Pretoria - The National Health and Allied Workers Union (Nehawu) leadership on Tuesday warned that their strike action will intensify after negotiations with the University of Pretoria reached a deadlock.
This is not the first time that negotiations between the union and the university have deadlocked since the strike started about a week ago.
Ntsako Nombelani, Nehawu's higher education national organiser, said negotiations resumed on Tuesday with Nehawu trying to meet the university midway with their demands.
The union said it changed its salary increase demands from 10% to 7.5% and a 100% 13th cheque to 50%.
They also asked that the union and its members employed at the university have full participation rights on the appointment of a medical aid broker with additional medical aid scheme options from which to choose.
Nombelani said while Nehawu had made compromises, the negotiations deadlocked as the university refused to change its position.
Nombelani said the union would be meeting with members to discuss a way forward and that security personnel would be joining the strike, which would be radicalised, on Wednesday.
University spokesperson Candice Jooste said talks had deadlocked again, despite its willingness to negotiate in good faith.
"The university remains convinced that its offer of a 7% general salary increase, as well as an additional R3 000 gratuity payment, is reasonable and fair given the current economic conditions, especially as employees are already earning above the industry average," said Jooste.
She added that the no-work, no-pay principle is currently in effect.
"Nehawu members who have broken the law by damaging property and blocking the entrances will be held accountable."
The strike started last week and has been mostly peaceful.
But there was a brief clash between a group of Nehawu members and police on Friday afternoon after members split into two groups.
While the one group demonstrated peacefully, other members tried to gain entry onto the university's campus where they were met by police who retaliated with teargas and stun grenades.

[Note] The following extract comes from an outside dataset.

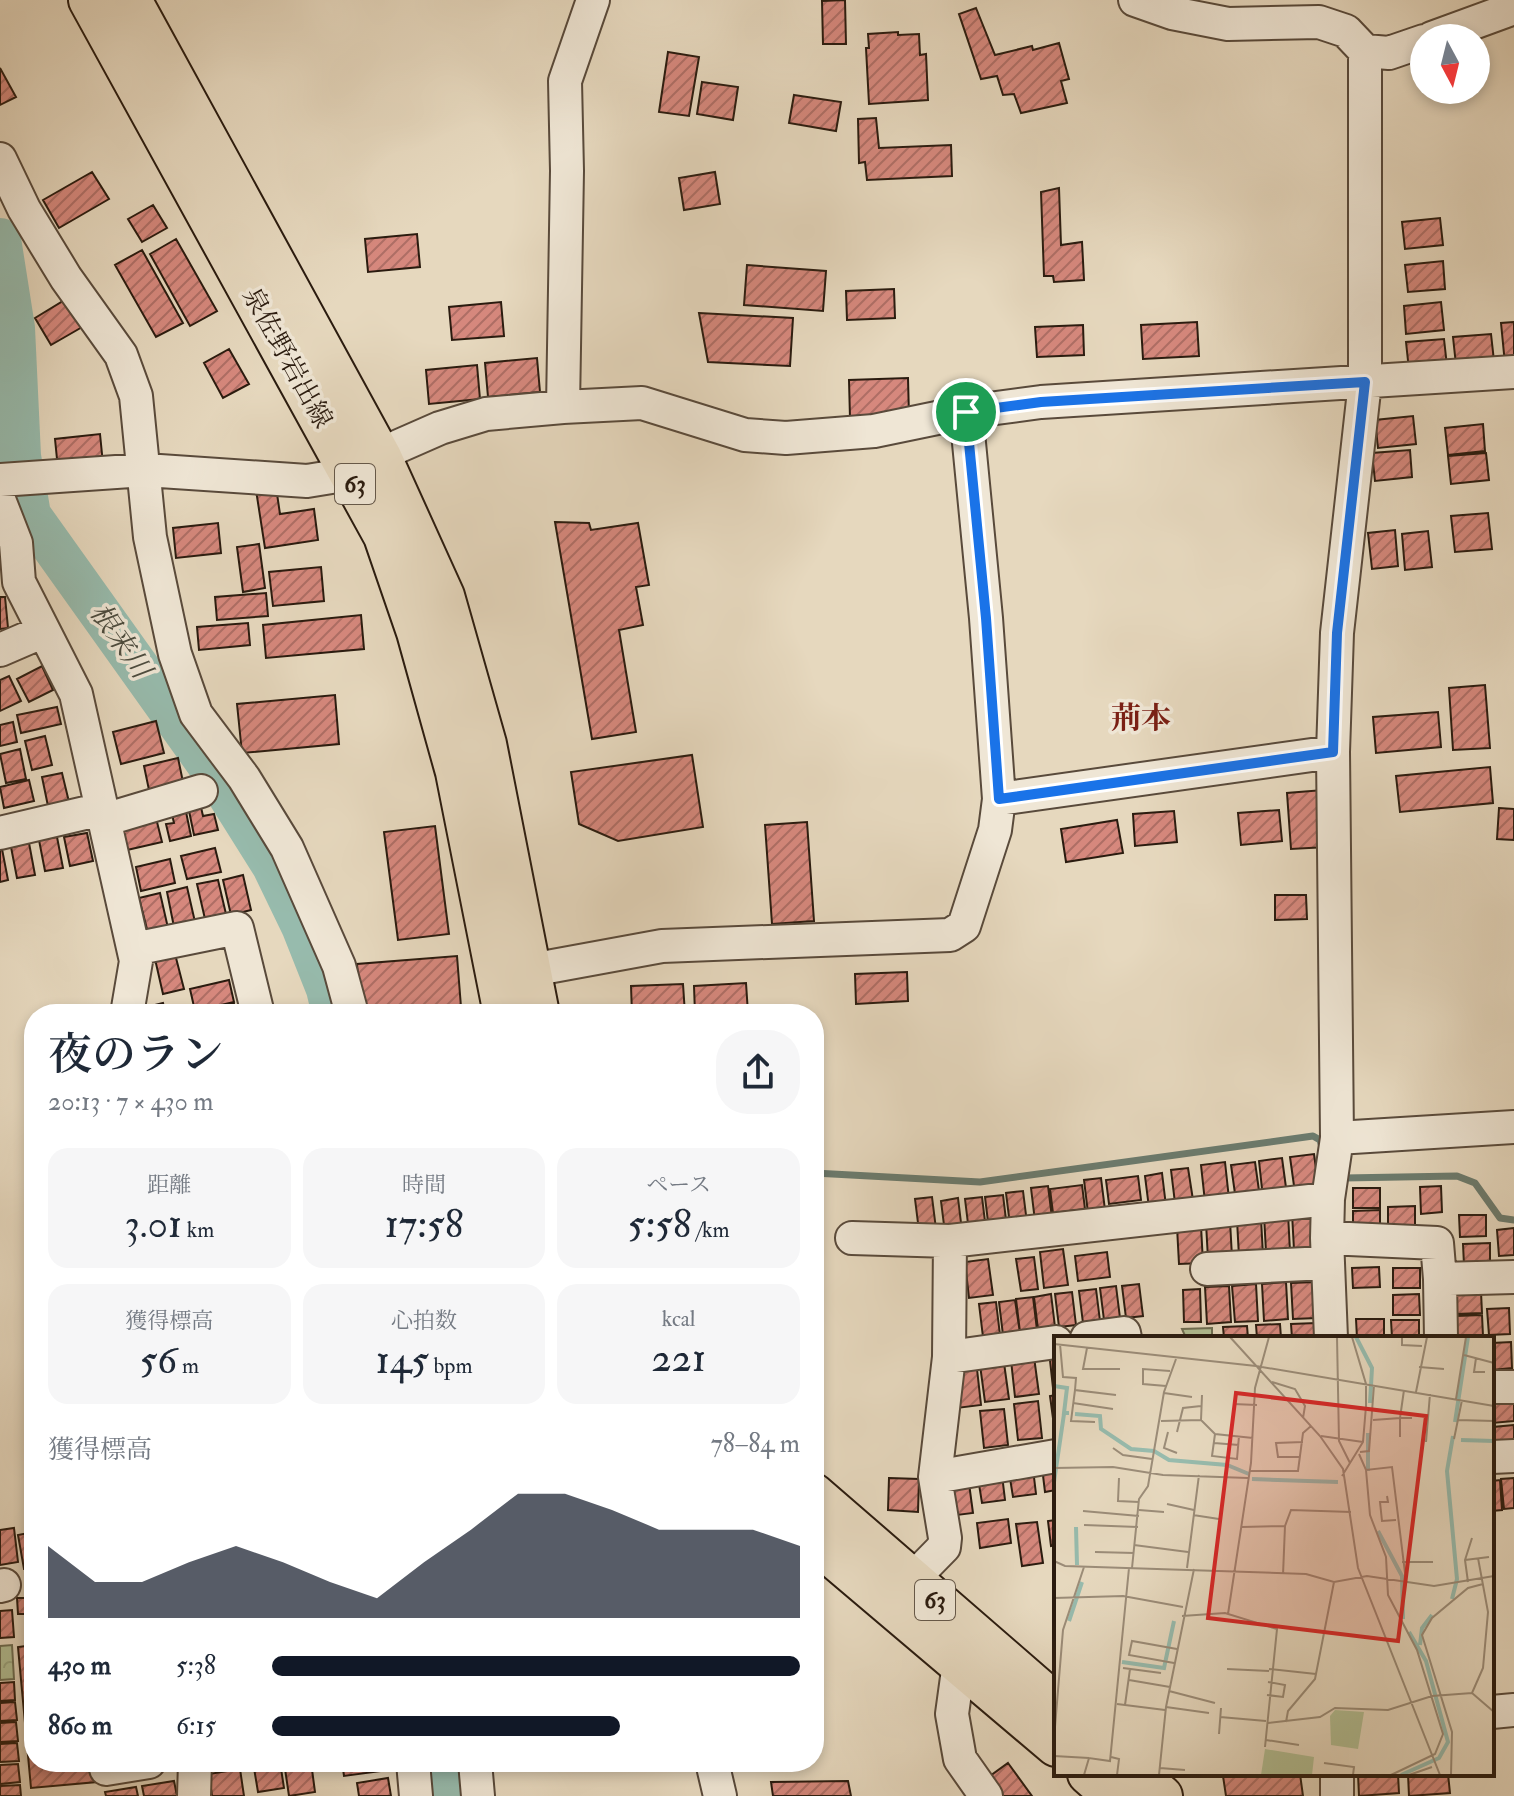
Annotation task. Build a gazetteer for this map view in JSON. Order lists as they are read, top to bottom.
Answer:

Some Nehawu members, however, managed to get through the police cordon, while others retreated and threw rocks and bricks at the police.

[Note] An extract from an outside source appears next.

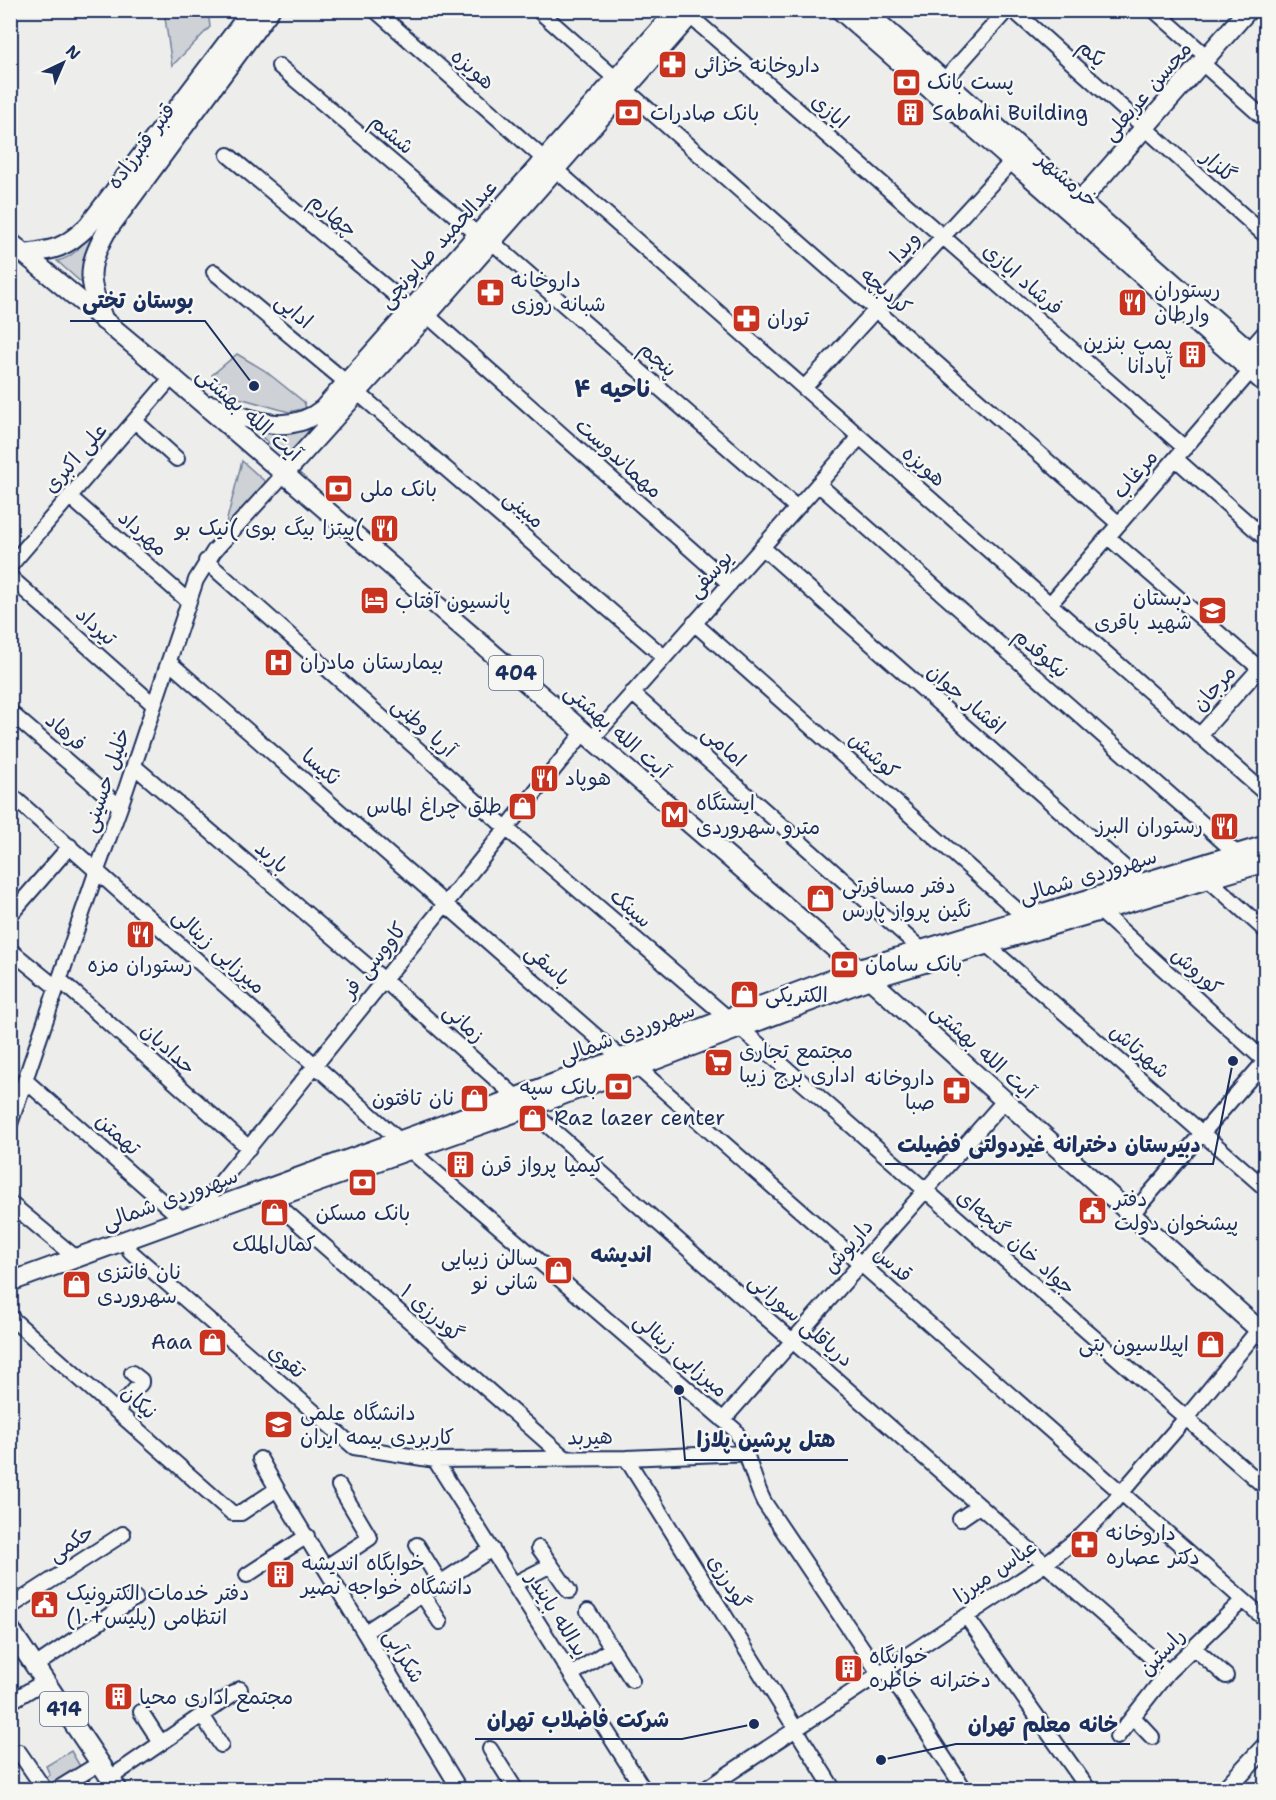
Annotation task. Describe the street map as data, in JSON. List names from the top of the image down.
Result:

Three Nehawu members were arrested.
The clash between demonstrators and police was short-lived as the regional leadership quelled the situation.
Nehawu members threatened to close down the university on its open day last Saturday.

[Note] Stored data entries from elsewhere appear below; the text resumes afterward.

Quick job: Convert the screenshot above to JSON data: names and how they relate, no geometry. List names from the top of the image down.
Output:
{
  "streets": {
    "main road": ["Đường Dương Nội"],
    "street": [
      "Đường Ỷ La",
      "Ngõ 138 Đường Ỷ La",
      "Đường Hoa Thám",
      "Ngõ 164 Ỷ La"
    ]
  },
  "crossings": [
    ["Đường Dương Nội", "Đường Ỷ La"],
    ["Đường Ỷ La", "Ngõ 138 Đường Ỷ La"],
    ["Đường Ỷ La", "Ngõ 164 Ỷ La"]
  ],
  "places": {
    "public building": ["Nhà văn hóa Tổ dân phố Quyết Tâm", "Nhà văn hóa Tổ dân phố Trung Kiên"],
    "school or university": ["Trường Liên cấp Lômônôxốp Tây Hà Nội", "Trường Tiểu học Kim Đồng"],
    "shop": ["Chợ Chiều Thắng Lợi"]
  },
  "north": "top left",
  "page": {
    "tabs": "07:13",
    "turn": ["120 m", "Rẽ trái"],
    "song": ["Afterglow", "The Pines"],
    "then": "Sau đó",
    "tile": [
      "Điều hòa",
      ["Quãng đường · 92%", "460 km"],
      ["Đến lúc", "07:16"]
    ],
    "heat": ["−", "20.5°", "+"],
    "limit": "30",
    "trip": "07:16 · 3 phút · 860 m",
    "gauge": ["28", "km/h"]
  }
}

This was prevented by a court interdict obtained by the university last Friday.
The interdict conditions included that Nehawu members not picket on the campus, disrupt students or staff.
They were also not allowed to picket within 50m from any university entrance.
But this was relaxed on Monday afternoon as a show of good faith by both parties going forward into negotiations.
It is understood that the university allowed Nehawu members to demonstrate at the engineering gate, on the one side of the pavement.
"The university respects workers' right to protest, and appeals to them to do so within the confines of the law and in accordance with the interdict obtained from the High Court, by the university," said Jooste.